Apple has signed a new long-term agreement with Arm, the British chip design company that provides the technology behind the iPhone and Mac processors. The deal, which was revealed in Arm’s initial public offering documents, extends Apple’s access to Arm’s architecture beyond 2040.
Apple and Arm: A Longstanding Partnership
Apple and Arm have a longstanding partnership that dates back to 1990, when Apple was one of the first companies to collaborate with Arm and use its chip technology for the Newton handheld computer. Although the Newton was a commercial failure, Arm’s chip designs proved to be successful and became the industry standard for mobile devices.
Apple has been using Arm’s instruction set to create its own custom processors for its products, such as the A-series chips for the iPhone and iPad, the S-series chips for the Apple Watch, and the M-series chips for the Mac. These chips offer Apple more control over the performance, power efficiency, and features of its devices, as well as differentiation from its competitors.
Arm’s IPO: A $52 Billion Deal
Arm announced on Tuesday that it plans to go public in a $52 billion deal, which would be the largest initial public offering in the U.S. this year. The company said that it has received interest from some major technology companies, including AMD, Apple, Google, Intel, Nvidia, Samsung, and TSMC, to buy up to $735 million worth of shares.
Arm’s IPO comes after Nvidia’s failed attempt to acquire the company from its parent company SoftBank. Nvidia announced in 2020 that it would buy Arm for $40 billion, but the deal faced regulatory hurdles from the UK, EU, and US authorities. Nvidia eventually abandoned the deal in 2022, citing “significant regulatory challenges”.
What Does This Mean for Apple?
By signing a new deal with Arm that goes past 2040, Apple secures its access to Arm’s chip technology for many years to come. This means that Apple can continue to develop its own processors based on Arm’s architecture and enjoy the benefits of having a tight integration between hardware and software.

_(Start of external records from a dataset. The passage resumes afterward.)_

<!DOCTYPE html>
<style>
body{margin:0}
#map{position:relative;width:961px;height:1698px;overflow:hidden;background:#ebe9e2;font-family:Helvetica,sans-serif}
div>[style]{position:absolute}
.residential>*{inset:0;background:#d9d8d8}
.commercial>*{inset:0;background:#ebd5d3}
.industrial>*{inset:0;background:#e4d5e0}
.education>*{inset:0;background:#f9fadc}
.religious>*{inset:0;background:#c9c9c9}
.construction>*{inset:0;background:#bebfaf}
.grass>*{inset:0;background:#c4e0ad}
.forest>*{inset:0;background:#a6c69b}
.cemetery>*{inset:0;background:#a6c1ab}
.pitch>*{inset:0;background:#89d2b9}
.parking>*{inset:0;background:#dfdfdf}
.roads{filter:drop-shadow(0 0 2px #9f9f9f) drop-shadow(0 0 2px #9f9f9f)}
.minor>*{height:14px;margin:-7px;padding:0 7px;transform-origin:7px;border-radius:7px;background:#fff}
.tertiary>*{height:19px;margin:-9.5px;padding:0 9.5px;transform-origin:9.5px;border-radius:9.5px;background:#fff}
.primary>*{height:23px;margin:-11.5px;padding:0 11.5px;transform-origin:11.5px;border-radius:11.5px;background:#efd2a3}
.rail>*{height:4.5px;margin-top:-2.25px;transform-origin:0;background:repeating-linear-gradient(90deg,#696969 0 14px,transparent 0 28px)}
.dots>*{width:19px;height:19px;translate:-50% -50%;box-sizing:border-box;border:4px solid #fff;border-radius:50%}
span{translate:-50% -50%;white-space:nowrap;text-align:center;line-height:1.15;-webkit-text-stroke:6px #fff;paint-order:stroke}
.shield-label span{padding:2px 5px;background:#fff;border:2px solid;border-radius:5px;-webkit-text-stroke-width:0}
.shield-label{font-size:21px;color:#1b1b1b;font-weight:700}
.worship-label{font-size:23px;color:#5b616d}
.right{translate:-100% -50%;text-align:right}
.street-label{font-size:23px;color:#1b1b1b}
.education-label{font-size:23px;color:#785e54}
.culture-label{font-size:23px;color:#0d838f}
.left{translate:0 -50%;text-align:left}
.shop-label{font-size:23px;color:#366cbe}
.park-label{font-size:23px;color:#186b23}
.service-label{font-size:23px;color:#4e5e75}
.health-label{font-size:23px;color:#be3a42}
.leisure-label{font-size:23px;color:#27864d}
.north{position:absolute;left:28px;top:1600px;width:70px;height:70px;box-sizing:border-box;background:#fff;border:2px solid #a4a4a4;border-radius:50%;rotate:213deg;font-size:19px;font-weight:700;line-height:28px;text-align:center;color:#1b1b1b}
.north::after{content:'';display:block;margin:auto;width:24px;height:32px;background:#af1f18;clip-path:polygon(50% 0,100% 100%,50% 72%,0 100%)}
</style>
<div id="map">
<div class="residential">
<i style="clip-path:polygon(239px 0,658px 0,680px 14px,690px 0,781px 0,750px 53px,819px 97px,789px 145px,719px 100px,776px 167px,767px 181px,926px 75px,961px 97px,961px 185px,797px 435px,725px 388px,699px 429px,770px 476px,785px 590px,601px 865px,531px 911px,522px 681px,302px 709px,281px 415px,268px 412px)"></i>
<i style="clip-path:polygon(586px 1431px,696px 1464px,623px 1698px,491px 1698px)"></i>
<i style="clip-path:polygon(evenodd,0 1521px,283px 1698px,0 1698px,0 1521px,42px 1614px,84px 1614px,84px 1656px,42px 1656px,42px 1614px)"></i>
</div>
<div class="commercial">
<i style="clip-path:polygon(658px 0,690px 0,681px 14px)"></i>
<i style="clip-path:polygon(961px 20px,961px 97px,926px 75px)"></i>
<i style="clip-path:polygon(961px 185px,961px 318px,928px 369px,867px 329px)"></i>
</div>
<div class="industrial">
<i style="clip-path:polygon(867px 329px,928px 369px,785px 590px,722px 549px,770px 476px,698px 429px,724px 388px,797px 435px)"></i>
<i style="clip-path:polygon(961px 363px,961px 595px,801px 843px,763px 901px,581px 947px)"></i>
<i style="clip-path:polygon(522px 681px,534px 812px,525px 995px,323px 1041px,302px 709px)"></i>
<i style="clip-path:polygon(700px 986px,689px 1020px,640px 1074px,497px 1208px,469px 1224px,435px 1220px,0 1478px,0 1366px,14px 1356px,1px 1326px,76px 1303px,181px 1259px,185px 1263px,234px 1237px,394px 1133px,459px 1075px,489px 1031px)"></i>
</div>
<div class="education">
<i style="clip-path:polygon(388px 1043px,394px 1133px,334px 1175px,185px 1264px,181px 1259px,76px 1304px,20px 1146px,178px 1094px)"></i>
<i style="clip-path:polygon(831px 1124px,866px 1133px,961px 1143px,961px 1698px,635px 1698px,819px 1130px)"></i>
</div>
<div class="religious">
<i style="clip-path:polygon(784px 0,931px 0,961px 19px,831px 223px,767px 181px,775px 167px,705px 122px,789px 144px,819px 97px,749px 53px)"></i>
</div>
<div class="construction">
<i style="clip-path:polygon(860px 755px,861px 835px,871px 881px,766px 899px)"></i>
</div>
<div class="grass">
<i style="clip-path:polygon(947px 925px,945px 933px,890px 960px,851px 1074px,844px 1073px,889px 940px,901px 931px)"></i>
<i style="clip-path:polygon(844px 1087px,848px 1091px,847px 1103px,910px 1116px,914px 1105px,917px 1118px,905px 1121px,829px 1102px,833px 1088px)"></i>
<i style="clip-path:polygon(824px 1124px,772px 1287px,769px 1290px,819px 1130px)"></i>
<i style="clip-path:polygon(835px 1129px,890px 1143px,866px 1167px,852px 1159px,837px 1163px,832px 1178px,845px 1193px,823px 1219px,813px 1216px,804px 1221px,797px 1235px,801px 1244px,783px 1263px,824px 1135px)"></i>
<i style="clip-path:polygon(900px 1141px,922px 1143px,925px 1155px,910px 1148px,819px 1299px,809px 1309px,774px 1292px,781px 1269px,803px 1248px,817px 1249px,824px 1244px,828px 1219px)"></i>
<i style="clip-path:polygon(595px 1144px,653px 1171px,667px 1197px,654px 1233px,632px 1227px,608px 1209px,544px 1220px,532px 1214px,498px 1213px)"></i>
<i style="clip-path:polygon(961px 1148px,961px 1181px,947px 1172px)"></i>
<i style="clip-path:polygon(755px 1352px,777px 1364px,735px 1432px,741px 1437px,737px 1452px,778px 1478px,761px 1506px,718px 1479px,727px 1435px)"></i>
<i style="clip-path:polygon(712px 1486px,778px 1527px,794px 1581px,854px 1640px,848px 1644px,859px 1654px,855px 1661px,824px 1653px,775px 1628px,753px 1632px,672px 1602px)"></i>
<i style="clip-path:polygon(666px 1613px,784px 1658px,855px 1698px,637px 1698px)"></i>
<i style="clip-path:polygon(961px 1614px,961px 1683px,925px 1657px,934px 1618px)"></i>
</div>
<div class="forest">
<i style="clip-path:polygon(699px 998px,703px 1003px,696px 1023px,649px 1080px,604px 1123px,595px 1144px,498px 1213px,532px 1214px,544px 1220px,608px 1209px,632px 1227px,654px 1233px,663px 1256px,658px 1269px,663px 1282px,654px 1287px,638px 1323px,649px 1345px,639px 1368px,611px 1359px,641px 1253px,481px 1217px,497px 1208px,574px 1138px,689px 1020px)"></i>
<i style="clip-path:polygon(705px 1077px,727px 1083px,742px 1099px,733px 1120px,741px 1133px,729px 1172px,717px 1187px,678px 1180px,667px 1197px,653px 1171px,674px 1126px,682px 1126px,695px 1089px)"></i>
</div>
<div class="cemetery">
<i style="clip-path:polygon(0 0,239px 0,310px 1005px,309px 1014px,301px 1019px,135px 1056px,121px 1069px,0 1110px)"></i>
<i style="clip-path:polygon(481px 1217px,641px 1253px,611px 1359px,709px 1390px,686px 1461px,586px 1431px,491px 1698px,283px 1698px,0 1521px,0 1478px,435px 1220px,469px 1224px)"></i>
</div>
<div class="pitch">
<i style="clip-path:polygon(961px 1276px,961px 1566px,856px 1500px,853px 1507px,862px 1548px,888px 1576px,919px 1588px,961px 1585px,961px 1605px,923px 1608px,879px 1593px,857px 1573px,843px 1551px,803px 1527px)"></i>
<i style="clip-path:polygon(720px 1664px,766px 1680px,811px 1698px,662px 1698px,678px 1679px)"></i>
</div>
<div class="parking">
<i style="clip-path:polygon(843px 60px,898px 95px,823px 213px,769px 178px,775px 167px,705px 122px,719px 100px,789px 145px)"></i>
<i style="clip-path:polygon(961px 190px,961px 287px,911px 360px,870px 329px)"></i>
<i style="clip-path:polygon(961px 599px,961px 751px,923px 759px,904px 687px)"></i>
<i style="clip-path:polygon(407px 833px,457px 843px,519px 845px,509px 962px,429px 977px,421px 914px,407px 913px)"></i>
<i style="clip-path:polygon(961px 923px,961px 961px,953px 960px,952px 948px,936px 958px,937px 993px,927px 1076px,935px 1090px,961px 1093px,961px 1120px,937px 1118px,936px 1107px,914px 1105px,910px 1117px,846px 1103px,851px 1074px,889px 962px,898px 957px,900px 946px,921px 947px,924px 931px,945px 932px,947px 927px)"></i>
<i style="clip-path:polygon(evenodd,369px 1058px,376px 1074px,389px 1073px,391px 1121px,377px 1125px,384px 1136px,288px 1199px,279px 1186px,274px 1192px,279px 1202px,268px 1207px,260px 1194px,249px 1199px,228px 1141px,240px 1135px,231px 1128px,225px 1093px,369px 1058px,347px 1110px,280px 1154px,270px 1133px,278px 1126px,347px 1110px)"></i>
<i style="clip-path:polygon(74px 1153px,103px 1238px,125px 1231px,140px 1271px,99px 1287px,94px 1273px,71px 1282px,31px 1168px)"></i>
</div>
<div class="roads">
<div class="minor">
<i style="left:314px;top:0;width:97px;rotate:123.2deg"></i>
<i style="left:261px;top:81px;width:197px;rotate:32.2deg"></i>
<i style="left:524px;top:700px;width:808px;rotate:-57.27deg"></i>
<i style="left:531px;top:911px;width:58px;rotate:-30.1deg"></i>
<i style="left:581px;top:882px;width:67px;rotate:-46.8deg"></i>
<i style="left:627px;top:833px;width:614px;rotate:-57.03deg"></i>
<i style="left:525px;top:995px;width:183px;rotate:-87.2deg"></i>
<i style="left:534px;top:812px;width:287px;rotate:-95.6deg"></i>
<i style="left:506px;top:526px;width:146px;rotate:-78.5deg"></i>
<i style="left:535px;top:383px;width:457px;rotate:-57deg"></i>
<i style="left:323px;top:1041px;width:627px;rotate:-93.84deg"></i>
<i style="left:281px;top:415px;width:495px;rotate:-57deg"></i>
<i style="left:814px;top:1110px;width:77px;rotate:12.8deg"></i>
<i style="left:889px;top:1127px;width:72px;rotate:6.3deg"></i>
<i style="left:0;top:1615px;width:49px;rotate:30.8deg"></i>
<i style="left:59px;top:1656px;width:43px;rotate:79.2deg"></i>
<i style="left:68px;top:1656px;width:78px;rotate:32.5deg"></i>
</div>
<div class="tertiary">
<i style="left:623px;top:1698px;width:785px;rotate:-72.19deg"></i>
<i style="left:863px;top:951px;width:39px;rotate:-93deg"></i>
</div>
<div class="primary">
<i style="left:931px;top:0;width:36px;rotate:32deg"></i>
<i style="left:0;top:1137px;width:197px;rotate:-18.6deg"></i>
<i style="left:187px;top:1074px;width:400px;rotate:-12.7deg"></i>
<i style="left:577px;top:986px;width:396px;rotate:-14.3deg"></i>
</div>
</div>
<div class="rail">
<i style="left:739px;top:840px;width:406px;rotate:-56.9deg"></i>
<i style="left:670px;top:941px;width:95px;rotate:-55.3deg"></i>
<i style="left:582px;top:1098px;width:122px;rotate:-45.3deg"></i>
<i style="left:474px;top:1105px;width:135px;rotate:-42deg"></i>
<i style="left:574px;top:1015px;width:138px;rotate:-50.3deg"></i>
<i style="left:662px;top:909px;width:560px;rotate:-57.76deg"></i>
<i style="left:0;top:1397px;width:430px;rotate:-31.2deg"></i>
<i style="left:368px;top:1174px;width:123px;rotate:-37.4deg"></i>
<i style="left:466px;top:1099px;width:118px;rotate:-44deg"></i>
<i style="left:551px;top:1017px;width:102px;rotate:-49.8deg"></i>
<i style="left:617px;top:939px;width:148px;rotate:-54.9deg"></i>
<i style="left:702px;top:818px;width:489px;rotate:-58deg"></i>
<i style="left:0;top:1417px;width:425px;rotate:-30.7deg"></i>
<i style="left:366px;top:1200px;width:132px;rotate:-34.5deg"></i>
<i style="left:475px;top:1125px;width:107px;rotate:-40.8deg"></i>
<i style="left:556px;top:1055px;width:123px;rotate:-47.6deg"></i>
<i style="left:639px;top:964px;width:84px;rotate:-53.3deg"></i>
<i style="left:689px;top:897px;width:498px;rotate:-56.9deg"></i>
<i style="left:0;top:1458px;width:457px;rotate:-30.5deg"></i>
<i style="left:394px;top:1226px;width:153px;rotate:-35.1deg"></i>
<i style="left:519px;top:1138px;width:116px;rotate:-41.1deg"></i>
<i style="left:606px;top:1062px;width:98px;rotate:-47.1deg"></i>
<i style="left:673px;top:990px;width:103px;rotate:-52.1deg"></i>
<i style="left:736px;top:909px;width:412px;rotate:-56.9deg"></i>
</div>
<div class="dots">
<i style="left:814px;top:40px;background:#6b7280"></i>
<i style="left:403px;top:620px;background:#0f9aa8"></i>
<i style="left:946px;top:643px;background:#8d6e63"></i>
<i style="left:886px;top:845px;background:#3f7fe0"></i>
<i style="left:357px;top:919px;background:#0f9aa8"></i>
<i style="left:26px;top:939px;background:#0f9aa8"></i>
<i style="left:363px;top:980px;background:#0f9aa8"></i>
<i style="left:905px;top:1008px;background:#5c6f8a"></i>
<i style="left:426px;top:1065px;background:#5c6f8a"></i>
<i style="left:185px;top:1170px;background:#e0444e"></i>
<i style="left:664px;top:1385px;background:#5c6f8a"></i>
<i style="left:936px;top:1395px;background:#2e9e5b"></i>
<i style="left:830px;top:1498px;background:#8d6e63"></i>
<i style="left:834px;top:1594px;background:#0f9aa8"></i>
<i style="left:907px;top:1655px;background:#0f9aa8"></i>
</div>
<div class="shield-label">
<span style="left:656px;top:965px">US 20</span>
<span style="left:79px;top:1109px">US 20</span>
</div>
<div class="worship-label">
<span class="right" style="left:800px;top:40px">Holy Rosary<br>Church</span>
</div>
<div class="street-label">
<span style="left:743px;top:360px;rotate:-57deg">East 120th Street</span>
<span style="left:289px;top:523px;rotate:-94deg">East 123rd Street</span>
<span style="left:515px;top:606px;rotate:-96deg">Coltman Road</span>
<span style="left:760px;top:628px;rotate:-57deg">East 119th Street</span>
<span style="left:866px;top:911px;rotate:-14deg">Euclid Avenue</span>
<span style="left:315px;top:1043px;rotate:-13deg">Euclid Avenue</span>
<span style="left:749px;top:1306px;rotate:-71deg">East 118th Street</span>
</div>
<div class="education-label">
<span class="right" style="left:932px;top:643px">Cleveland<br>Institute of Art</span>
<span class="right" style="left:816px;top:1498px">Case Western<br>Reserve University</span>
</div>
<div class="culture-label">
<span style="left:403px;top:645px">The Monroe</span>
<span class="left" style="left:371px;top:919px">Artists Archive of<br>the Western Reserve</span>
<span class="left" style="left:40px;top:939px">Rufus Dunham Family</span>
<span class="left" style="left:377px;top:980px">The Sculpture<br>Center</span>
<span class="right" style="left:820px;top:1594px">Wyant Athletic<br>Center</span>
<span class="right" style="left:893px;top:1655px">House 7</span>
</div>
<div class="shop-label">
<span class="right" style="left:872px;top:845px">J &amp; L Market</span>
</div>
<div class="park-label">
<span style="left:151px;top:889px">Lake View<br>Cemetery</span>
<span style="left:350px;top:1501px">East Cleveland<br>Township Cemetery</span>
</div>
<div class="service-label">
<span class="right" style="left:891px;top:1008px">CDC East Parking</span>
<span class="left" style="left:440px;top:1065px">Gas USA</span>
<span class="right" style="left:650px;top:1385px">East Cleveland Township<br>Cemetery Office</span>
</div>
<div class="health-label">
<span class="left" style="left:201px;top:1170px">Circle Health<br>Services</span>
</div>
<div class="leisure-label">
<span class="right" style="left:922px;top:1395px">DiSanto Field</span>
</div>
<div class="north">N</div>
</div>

The deal also gives Apple some influence over Arm’s management and direction, as Apple will be one of the shareholders of the company. This could help Apple ensure that Arm remains independent and neutral, and does not favor any particular licensee over another.
The deal also shows that Apple is confident in its strategy of using its own chips for its products, rather than relying on third-party suppliers like Intel or Qualcomm. Apple has been gradually transitioning its products to its own silicon, starting with the Mac in 2020. The company is expected to launch more products with its own chips in the future, such as the Vision Pro, a mixed reality headset that is rumored to debut in 2024.